Career path
QA Engineer
A QA engineer makes sure software does what it should before users find out it doesn't. The role spans careful manual testing and writing automated checks, and it's one of the more accessible ways into the tech industry for detail-oriented people.
What the job actually is
You find problems before customers do, and build the safety net that catches them automatically. That means designing test cases, exploring a feature for the ways it might break, and increasingly writing automated tests that run on every change. Good QA is a mindset as much as a skill set — a healthy scepticism that asks "but what if the user does this?"
Skills that matter
- Methodical thinking — designing tests that cover the cases that matter.
- Attention to detail — noticing the small thing that's subtly wrong.
- Test automation — a scripting language plus tools like Selenium, Cypress, or Playwright.
- Clear bug reporting — a reproducible report saves everyone hours.
- Basic understanding of how the software is built.
How to switch in
QA is a well-trodden entry route into tech.

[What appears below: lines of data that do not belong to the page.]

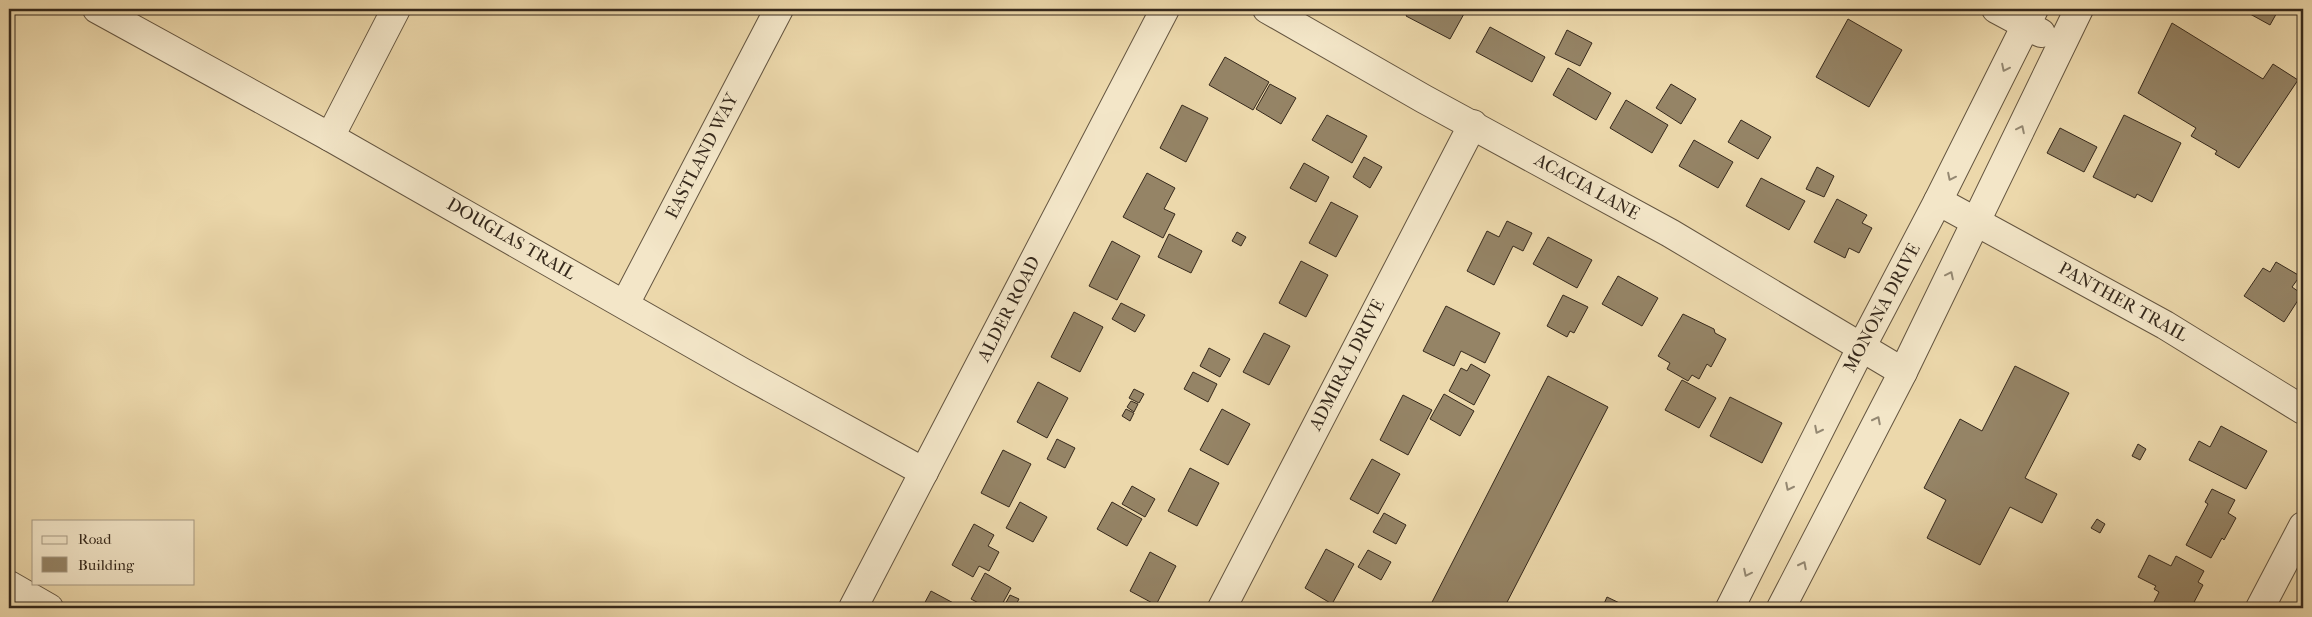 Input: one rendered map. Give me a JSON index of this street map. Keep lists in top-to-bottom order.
{
  "streets": {
    "street": [
      "EASTLAND WAY",
      "ACACIA LANE",
      "DOUGLAS TRAIL",
      "PANTHER TRAIL",
      "MONONA DRIVE",
      "ALDER ROAD",
      "ADMIRAL DRIVE"
    ]
  },
  "crossings": [
    ["EASTLAND WAY", "DOUGLAS TRAIL"],
    ["ACACIA LANE", "MONONA DRIVE"],
    ["ACACIA LANE", "ADMIRAL DRIVE"],
    ["DOUGLAS TRAIL", "ALDER ROAD"],
    ["PANTHER TRAIL", "MONONA DRIVE"]
  ],
  "legend": ["Road", "Building"]
}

Many start in customer support or manual testing and grow into automation. If you're detail-oriented and patient, you can begin with manual testing while learning to code, then move toward automated testing — a path that often leads on to software engineering or SRE.
Frequently asked questions
Do I need to know how to code to start in QA?
Not always. Manual and exploratory testing roles can be a starting point with little or no coding. But learning automation — and a scripting language to support it — is what lets a QA career grow, so it's worth picking up early.